BALIK KASLARI, SÜRTÜNME VE BASKI ILE ŞEKILLENIYOR Şevron yapı yalnızca somon veya orkinos gibi balıklarda değil; zebra balığı gibi diğer balıklarda ve semender ve kurbağa gibi bazı anfibilerin gelişim evresinde de karşımıza çıkıyor. V şekli öncelikle, iskelet kaslarını oluşturan myotomun yapıtaşı olan somilerde beliriyor. Somitler, balık gelişiminin ilk birkaç gününde oluşuyor. Zebra balığı embriyosunun myotomunda şevron oluşumunu araştıran ekip, ilk süreçte myotom segmentlerinin kübik yapıda olduğunu gözlemledi. Ancak 5 saatlik bir sürenin sonunda bu yapı deforme olarak sivri bir V şeklini aldı.

Bu deformasyonun nasıl gerçekleştiğini incelemek için araştırmacılar farklı teknikleri bir araya getirdiler: Öncelikle gelişmekte olan zebra balığı myotomu tek hücre çözünürlüğünde görüntülendi; daha sonra bu görüntü nicel olarak analiz edildi ve elde edilen veriler biyofizik modellere aktarıldı. Yapılan deneylerin ve teorik çalışmaların ışığında araştırmacılar, balık gelişimi sırasında şevron oluşumunu yönlendirdiğini düşündükleri bazı fiziksel mekanizmaları şöyle tanımladılar: Öncelikle; gelişmekte olan myotomlar fiziksel olarak (nöral tüp, notokorda, deri ve ventral dokular gibi) diğer embriyonik dokulara bağlı. Bu farklı dokularla olan bağlantının gücü, myotom oluşumunun evrelerinde de farklılık gösteriyor. Dolayısıyla doku boyunca farklı sürtünme kuvvetleri meydana geliyor.

Gelişmekte olan myotomun yan bölgelerinde -merkeze göre- daha fazla sürtünme gerçekleşiyor. Yeni segmentler myotomu ileri ittikçe myotom dokusu kısa bir U şeklini alıyor. İkincil olarak; myotoma dönüşecek bölgedeki hücreler, kas ipliklerini olurştururken uzamaya başlıyor. Araştırmacılar, bu dönüşüm sürecinin somit dokusunda belirli yönlerde aktif, asimetrik bir kuvvet oluşturduğunu; böylece U şeklinin sivrilerek V şeklinde şevrona dönüştüğünü düşünüyorlar.
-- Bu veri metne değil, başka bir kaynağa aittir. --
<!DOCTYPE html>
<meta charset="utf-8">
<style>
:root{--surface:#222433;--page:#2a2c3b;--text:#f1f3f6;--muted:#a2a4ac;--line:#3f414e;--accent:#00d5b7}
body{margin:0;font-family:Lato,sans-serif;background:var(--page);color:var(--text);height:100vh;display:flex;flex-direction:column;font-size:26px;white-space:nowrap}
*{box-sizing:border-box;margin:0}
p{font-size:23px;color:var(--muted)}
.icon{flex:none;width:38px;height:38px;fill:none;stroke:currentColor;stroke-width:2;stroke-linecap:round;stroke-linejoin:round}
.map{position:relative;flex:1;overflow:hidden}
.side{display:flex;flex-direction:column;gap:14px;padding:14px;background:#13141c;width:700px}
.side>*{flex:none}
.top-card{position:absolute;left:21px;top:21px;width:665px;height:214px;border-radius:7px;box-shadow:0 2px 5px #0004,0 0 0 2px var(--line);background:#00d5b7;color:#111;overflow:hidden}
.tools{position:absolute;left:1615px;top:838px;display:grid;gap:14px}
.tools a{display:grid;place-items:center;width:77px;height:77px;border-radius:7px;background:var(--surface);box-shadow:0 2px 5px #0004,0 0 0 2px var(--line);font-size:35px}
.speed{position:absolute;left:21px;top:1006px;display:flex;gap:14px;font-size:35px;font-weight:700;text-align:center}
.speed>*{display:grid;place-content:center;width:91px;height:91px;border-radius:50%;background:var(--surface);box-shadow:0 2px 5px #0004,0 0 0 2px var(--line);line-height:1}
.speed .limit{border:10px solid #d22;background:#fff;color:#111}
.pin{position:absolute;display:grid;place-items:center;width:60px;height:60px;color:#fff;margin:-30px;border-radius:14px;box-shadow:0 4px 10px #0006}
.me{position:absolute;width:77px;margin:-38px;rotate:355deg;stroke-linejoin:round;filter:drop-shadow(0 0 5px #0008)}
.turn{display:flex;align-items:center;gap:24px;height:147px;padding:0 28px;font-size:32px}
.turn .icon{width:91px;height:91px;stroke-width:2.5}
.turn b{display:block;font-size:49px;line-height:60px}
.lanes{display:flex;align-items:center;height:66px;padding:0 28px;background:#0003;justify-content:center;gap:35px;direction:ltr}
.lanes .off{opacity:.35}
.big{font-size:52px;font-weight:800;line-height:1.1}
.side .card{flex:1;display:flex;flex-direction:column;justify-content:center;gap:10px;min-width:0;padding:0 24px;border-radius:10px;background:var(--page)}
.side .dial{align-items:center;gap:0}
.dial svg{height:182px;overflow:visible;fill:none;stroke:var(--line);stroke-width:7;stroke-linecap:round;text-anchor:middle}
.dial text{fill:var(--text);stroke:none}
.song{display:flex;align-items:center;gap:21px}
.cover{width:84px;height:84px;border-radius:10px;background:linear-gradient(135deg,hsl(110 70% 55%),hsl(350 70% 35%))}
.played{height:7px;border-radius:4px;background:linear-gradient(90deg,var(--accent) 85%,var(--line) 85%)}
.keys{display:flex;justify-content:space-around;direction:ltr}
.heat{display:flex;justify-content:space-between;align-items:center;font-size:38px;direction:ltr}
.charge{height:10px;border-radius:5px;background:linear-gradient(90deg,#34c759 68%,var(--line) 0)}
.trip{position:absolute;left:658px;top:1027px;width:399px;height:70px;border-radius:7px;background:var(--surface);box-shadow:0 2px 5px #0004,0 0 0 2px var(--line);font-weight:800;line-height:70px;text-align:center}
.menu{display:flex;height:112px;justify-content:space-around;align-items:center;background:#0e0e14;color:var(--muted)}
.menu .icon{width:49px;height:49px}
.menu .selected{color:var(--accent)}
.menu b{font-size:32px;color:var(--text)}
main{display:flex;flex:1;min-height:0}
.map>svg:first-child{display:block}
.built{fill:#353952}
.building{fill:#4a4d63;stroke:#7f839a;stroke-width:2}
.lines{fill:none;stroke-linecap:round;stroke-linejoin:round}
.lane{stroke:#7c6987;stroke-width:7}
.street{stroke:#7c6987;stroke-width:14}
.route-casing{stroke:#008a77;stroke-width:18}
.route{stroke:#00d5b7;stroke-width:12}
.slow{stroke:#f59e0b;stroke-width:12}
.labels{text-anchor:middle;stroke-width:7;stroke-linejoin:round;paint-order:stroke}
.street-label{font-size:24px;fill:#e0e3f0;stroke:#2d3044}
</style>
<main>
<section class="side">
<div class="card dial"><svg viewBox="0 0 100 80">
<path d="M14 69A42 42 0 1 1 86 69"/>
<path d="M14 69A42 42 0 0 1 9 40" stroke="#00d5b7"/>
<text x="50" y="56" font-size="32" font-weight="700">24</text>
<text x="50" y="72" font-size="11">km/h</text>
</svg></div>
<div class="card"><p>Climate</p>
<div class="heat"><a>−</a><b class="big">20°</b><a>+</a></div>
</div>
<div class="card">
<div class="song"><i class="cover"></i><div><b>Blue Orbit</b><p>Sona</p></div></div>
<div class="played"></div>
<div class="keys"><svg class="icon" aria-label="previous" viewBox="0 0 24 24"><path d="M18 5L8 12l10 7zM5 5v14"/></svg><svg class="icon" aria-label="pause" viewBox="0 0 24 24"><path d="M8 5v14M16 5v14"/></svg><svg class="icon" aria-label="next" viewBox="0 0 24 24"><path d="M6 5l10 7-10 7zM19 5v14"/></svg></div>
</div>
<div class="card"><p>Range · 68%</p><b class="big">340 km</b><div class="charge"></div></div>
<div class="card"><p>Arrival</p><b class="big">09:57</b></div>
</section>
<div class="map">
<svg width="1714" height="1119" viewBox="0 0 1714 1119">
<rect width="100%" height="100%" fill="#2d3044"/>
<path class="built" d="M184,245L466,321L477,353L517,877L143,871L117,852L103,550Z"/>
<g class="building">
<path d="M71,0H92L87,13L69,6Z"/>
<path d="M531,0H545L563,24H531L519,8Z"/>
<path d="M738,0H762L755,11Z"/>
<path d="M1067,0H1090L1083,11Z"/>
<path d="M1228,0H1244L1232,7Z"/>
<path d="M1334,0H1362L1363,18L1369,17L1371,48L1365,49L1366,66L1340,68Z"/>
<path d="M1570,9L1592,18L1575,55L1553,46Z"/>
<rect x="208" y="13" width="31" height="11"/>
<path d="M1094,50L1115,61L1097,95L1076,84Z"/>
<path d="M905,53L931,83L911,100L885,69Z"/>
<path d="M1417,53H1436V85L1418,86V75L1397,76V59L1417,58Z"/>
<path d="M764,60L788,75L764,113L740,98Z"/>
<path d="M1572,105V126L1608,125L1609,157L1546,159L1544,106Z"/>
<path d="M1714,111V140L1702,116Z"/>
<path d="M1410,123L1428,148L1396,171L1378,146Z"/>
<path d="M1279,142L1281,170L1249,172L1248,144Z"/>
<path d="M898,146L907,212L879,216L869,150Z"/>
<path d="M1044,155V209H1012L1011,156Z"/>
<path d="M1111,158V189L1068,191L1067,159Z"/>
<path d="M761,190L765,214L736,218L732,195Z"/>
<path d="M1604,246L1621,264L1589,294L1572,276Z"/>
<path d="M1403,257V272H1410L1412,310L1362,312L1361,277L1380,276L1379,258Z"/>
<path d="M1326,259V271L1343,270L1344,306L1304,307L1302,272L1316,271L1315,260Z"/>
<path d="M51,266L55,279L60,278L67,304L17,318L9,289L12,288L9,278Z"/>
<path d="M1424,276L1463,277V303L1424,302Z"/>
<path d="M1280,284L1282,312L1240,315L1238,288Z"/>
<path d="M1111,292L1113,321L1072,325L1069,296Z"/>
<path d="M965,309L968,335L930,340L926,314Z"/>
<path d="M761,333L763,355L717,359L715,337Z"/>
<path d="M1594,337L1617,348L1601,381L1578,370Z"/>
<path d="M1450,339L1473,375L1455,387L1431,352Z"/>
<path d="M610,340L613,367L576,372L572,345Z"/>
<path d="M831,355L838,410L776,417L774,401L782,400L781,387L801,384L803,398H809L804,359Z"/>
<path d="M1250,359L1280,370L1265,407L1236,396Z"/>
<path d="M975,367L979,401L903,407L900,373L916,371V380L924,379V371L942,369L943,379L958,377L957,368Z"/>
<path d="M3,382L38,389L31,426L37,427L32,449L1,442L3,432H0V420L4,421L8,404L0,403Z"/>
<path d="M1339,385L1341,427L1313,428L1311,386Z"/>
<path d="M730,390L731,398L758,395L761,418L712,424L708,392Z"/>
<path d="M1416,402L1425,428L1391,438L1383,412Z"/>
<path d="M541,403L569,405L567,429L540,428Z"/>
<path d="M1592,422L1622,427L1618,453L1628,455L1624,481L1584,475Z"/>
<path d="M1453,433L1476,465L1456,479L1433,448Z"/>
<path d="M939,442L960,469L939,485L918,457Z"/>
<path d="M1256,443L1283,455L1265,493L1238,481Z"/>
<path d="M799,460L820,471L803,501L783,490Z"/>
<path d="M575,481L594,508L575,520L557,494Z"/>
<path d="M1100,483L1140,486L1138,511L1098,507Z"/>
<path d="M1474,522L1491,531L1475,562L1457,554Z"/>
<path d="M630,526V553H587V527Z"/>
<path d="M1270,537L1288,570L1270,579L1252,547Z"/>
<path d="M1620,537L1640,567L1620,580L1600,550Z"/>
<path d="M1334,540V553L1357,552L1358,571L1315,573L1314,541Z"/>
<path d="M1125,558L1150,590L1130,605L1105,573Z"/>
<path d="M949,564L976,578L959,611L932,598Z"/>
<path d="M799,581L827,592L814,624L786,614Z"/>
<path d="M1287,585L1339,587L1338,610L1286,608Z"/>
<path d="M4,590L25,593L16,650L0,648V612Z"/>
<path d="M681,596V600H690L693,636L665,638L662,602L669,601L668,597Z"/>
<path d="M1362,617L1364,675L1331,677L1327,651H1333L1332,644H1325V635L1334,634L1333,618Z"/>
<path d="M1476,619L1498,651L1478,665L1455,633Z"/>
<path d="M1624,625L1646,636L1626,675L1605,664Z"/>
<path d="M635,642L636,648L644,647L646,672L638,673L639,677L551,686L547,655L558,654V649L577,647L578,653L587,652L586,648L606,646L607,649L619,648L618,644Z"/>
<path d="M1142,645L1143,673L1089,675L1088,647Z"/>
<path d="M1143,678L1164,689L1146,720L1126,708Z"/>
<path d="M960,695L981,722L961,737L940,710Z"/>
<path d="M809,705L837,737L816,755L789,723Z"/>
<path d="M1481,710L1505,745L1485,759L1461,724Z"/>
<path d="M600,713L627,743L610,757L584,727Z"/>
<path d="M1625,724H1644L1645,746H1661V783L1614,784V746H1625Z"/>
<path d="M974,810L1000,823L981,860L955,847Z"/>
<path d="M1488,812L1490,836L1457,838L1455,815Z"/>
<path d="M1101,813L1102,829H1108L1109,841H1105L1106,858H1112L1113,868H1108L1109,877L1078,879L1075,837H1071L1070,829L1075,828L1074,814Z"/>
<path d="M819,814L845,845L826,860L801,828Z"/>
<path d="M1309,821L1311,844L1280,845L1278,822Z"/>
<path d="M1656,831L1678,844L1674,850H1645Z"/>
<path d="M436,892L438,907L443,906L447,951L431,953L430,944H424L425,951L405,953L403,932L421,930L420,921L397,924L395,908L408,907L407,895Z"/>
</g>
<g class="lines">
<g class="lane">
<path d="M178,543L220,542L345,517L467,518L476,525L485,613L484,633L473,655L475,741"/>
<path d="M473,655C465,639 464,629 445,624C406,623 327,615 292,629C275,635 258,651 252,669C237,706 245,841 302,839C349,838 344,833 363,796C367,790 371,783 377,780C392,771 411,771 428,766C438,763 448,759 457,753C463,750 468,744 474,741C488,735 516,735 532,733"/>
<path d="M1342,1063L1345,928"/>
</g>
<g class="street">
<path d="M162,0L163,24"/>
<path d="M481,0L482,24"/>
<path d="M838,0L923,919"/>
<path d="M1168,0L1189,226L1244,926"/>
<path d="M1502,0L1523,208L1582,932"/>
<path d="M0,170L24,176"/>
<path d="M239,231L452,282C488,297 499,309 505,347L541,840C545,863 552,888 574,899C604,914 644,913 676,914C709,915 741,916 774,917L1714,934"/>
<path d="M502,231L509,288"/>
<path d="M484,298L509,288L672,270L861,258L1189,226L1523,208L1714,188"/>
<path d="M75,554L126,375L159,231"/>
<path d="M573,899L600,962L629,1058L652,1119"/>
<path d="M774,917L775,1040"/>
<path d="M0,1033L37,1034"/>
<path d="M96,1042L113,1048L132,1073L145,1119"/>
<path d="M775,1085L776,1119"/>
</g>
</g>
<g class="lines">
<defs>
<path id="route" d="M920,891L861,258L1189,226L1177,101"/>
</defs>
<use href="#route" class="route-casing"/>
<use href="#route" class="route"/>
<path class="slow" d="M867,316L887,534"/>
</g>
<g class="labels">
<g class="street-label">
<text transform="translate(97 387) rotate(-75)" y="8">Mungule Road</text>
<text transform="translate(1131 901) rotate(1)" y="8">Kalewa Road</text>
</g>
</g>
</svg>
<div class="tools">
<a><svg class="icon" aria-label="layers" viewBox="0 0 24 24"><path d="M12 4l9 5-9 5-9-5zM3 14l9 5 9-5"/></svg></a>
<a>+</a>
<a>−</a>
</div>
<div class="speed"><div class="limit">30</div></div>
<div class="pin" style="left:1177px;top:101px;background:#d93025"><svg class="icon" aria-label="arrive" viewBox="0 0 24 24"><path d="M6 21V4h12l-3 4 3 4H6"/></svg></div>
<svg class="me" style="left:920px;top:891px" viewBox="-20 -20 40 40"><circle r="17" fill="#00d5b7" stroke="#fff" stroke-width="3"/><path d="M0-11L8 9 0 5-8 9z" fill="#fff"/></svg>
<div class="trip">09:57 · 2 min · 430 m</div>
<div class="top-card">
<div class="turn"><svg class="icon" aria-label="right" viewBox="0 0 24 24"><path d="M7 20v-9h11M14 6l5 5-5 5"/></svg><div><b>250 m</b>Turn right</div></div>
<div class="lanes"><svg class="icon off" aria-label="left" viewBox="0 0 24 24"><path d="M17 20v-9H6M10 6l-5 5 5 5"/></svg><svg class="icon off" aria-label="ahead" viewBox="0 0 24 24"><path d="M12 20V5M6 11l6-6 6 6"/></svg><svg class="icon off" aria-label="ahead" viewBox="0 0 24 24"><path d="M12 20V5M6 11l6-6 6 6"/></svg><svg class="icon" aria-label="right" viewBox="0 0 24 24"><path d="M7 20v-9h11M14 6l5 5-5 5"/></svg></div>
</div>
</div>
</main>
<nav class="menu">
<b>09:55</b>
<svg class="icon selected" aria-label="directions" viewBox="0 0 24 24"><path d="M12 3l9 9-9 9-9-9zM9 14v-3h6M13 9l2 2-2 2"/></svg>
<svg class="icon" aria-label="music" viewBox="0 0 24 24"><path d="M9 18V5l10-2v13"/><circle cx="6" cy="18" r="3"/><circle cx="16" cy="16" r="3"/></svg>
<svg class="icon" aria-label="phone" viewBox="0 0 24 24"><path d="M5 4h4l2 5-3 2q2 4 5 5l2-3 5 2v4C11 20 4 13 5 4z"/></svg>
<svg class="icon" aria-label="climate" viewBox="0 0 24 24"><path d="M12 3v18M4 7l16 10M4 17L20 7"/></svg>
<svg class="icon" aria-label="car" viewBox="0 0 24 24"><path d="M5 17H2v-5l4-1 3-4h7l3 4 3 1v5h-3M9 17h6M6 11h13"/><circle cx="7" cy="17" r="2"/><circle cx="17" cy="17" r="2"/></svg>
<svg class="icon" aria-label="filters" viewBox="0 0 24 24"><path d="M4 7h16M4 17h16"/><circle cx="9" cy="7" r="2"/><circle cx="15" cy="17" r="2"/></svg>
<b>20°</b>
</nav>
Son olarak; myotoma dönüşecek hücrelerin dizilimi ile yeni şevron şekli sabit hale geliyor.

ORGAN OLUŞUMUNU DEŞIFRE EDEN IPUÇLARI Gelişim sırasında meydana gelen biyolojik süreçleri tanımlamak için fizik prensiplerini kullanan teorik fizikçi Prof. Saunders, “Bu çalışma, hücre morfolojisi ve mekanik etkileşimler arasında doğru bir denge kurmanın, gelişim sırasında karmaşık yapılar oluşmasına ne kadar önemli bir katkı sağladığını gösteriyor” diyor: “Gözlemlediğimiz prensiplerin diğer organların şekillenmesinde de geçerli olup olmadığını görmek için sabırsızlanıyoruz”. Bir organizmadaki her görsel özelliği genetik etkilere bağlamak sık karşılaşılan bir durum. Bu çalışma sayesinde Singapur Üniversitesi araştırmacıları, zaman ve ortama bağlı olarak değişen biyofiziksel kuvvetlerin, bir organizmanın şeklini belirlemekte ne kadar büyük rol oynadığını göstermiş oldular.